HIROSHIMA(AP) – President Joe Biden on Saturday tried to reassure world leaders that the United States would not default as the United States clashed with the leaders of Australia, Japan and India in a so-called quad partnership. Conference postponed due to debt Seeing no ceilings in Washington.
Hoping to destabilize the global economy and avoid consequences that would benefit Beijing, Mr. Biden announced the opening of the third day in Japan of the world’s most powerful democracies, the annual gathering of the world’s most powerful democracies, with latest developments from staff. I started with an explanation about And he starts talking about how to raise the federal debt ceiling.
The president also attended a conference aimed at countering China’s expansion in the Indo-Pacific. Quad members were originally scheduled to meet in Sydney next week, but instead meet alongside the G7 summit, with Biden returning to Washington early Sunday, agreeing to raise U.S. borrowing limits before the government runs out of money. expected to be finalized. cash to pay the bill.
Biden said he felt he had made progress in talks with Republican lawmakers.
“The first meeting wasn’t very progressive, but the second and third were progressive,” he said before meeting Australian Prime Minister Anthony Albanese. “And then the shipper would go back to the principal and say, ‘That’s what we’re thinking.’ I am confident that we will be able to respond appropriately.”
The shortened trip heightened the underlying tension that has characterized President Biden.
As he strives to show the world that America is regaining global leadership, domestic drama has repeatedly stood in his way at key moments.
By Saturday, Mr. Biden had largely stayed out of public view at his summit, with him refraining from his major public remarks and leaving Friday’s summit dinner early. Instead, he sits in front of a video monitor in a room away from his hotel suite, where staff in Washington keep him updated on the back and forth of the debt deal.

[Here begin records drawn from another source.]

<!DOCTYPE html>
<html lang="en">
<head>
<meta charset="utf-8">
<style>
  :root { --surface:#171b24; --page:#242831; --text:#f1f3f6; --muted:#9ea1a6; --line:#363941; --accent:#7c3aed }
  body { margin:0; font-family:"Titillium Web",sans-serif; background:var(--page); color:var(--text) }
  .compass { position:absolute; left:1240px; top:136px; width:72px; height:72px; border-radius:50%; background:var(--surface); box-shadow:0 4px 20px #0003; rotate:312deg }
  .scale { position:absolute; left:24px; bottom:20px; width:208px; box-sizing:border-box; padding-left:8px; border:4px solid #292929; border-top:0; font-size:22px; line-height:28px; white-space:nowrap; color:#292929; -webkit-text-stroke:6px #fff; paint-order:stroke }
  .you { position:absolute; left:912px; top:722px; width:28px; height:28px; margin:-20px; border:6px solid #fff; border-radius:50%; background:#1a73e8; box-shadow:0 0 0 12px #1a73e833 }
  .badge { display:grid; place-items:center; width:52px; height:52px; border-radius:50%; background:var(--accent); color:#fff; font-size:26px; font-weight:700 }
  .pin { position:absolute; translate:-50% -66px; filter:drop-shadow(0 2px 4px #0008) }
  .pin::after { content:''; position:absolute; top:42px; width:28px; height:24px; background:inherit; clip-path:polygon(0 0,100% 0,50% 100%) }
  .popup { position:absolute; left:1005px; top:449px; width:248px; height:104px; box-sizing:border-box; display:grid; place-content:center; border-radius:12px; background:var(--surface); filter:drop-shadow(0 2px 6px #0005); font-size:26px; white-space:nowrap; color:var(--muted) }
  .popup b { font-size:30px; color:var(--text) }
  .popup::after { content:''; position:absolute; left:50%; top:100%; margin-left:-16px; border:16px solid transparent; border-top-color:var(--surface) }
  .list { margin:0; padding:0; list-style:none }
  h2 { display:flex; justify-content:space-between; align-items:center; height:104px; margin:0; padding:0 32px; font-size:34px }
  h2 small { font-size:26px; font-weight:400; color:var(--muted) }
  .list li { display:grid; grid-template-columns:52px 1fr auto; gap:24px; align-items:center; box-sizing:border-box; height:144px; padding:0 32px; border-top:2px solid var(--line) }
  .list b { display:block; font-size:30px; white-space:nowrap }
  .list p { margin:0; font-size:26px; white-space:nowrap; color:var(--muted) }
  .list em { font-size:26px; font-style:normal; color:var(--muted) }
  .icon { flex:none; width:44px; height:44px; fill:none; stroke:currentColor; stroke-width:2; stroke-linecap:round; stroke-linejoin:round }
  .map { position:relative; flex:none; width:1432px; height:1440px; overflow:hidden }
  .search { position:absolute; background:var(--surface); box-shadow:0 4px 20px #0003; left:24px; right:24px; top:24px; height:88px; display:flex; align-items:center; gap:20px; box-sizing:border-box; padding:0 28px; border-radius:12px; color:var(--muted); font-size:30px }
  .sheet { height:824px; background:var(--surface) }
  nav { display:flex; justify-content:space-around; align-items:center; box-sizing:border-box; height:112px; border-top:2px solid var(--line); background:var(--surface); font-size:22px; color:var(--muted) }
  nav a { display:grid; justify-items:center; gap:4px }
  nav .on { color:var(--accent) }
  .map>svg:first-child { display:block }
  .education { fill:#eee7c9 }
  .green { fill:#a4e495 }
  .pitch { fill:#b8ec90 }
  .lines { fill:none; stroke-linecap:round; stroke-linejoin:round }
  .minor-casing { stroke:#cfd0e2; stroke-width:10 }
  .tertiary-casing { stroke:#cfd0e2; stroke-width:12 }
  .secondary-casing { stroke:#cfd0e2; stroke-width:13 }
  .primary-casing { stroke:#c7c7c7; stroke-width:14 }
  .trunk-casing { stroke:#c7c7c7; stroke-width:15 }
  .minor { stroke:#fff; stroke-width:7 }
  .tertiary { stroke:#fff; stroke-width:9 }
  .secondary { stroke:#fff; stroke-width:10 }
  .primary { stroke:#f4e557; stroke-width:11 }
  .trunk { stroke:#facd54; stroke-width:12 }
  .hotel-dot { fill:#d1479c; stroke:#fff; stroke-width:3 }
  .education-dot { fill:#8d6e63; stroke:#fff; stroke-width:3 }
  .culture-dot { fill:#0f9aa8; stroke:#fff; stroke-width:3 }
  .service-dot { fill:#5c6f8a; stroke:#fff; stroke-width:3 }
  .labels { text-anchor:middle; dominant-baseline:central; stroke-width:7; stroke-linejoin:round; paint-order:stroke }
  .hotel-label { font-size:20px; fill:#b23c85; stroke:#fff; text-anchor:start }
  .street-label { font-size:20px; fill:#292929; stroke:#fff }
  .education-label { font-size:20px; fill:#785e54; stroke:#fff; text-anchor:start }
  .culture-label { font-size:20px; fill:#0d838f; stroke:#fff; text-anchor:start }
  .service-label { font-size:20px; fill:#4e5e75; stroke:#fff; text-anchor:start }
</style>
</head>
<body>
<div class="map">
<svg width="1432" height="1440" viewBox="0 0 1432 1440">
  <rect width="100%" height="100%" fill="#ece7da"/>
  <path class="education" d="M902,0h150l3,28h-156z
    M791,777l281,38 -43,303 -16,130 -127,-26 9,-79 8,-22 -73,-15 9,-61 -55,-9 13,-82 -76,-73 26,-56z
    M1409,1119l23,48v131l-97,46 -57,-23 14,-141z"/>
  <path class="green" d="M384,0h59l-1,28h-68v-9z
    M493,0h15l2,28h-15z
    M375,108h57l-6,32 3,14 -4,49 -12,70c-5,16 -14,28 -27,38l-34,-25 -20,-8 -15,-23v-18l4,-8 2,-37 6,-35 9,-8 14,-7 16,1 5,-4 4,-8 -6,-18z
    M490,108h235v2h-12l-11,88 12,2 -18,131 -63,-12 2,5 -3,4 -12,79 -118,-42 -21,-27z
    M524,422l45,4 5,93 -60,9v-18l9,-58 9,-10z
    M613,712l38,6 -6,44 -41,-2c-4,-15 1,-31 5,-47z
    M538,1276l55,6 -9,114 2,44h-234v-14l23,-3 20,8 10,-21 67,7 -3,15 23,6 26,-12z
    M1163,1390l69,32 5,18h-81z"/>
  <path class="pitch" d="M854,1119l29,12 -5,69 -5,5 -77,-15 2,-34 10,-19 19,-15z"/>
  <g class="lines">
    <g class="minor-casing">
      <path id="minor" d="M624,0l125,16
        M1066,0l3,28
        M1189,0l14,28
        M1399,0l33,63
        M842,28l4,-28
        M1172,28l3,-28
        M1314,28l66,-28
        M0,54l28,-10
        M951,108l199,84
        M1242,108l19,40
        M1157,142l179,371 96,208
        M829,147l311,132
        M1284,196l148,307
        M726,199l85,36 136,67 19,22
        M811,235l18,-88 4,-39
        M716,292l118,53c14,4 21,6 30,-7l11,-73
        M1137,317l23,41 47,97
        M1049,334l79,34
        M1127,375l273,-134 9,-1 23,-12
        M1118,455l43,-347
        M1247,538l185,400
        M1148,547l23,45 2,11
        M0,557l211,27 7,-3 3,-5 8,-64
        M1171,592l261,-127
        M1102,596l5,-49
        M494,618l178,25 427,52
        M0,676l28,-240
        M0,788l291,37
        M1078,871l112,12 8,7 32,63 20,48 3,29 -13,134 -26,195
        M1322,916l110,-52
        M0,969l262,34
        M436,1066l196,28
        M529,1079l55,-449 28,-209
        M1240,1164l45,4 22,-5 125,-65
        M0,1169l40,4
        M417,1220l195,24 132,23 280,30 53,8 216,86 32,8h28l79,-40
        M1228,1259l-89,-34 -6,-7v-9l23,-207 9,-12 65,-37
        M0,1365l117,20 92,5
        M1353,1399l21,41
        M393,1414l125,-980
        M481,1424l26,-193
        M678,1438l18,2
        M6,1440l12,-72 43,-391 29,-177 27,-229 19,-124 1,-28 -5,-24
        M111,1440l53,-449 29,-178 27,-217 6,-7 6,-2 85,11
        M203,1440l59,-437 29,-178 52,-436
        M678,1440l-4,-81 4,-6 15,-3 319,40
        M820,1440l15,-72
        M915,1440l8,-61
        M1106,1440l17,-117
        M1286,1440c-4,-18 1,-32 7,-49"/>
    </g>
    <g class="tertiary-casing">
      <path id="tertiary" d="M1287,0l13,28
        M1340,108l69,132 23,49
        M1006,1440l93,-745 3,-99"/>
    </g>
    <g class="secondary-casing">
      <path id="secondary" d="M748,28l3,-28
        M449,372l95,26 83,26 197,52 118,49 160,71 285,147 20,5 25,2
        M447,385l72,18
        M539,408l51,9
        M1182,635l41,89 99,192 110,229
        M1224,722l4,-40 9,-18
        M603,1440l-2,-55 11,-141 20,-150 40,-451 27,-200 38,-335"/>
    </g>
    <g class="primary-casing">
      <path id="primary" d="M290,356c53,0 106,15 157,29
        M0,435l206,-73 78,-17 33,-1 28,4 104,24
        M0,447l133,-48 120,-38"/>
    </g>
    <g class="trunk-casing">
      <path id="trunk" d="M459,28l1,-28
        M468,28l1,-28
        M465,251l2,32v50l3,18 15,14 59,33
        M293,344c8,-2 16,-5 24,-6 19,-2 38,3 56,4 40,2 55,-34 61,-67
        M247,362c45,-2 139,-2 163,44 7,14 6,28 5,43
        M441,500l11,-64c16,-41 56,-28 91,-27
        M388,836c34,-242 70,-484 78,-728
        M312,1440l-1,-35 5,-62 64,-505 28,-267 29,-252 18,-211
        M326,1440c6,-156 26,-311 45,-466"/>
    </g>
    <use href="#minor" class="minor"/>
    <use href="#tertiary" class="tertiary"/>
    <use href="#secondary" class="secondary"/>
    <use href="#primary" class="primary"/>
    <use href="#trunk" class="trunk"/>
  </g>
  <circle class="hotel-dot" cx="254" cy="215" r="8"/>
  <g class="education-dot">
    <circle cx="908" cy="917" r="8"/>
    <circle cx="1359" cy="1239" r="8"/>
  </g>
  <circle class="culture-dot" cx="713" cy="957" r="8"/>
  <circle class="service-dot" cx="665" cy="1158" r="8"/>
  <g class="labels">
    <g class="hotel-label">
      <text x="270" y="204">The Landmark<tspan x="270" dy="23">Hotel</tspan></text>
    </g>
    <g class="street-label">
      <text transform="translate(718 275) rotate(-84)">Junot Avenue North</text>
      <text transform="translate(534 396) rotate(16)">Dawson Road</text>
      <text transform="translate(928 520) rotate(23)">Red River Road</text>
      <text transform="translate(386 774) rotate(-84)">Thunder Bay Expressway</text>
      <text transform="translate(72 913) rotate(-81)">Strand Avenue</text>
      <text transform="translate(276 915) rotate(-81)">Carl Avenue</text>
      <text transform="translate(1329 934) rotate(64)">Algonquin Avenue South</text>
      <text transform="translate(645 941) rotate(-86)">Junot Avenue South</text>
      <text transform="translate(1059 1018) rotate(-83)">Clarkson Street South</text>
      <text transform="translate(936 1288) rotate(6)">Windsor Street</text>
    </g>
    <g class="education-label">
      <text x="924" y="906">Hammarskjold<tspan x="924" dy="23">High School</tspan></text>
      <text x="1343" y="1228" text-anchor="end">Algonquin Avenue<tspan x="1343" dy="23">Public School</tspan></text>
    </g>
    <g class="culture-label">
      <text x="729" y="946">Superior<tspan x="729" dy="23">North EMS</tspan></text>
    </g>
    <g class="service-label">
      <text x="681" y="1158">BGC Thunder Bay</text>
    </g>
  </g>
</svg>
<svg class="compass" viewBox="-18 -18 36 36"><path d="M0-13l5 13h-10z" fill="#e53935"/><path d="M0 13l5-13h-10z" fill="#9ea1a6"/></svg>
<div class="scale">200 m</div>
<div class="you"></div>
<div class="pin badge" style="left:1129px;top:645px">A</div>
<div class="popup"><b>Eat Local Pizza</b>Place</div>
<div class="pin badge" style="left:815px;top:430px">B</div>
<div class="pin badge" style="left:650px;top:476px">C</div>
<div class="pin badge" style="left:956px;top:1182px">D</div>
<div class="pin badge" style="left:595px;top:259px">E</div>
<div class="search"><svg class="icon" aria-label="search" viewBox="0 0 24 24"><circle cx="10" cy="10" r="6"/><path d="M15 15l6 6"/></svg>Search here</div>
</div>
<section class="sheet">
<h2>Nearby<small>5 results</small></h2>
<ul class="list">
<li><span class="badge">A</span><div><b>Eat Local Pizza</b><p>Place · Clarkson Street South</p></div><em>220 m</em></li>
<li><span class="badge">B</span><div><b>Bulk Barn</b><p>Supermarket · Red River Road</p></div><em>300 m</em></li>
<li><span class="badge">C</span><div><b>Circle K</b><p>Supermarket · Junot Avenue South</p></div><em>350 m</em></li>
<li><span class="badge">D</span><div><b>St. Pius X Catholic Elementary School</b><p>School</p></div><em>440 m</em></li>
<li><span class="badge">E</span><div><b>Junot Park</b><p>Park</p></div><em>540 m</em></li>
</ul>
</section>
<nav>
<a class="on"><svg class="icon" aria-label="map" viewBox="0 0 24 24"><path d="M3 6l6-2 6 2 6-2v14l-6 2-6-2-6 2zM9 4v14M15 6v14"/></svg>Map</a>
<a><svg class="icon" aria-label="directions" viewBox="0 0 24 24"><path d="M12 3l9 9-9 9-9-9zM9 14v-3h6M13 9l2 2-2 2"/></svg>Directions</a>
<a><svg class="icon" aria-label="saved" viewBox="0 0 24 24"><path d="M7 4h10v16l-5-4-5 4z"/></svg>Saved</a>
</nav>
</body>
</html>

White House national security adviser Jake Sullivan acknowledged that world leaders have put pressure on Biden over the standoff in Washington. But spokeswoman Carine Jean-Pierre said there was no panic, at least not for now, despite intense interest in how the president would resolve domestic political confrontations with geopolitical implications. said.
“It’s not a volatile situation,” she says.
Biden met with the Albanians on the sidelines of the summit in lieu of a now-cancelled visit to Australia. U.S. officials said the visit had been postponed and Mr Biden had invited Albanians to Washington as state guests.
Biden apologized for missing Australia. Albanese said it understood the situation.
“I would have done exactly the same thing,” he told Biden, adding that he was “really looking forward to the state visit.”
The two leaders signed an agreement pledging to deepen partnerships in raw material development for clean energy technologies, aiming to reduce dependence on China for supplies. They also issued a joint statement outlining new areas of cooperation in the areas of space, trade and defense. G7 leaders also discussed investing in infrastructure in developing countries, which is an important counterbalance to China’s financing and construction. Biden said the U.S. has mobilized more than $30 billion in investments to date and that “we are just getting started.”
Biden once again apologized for having to move the meeting to Japan during his lengthy evening meeting with all Quad leaders.
The president will send US Secretary of State Anthony Brinken on behalf of the Pacific Islands Summit to be held in Papua New Guinea on Monday. This presidential freeze was also lifted to get Mr. Biden back to Washington faster.
Biden’s visit was supposed to be the first time a U.S. president has visited the country. These countries are actively courting the United States and China as they vie for influence in regions of the world where sea routes matter.
In Hiroshima, Biden and other world leaders agreed on a common framework to improve the resilience of their countries’ economies. This is the recognition that high levels of trade with China pose more risks than opportunities for mature economies.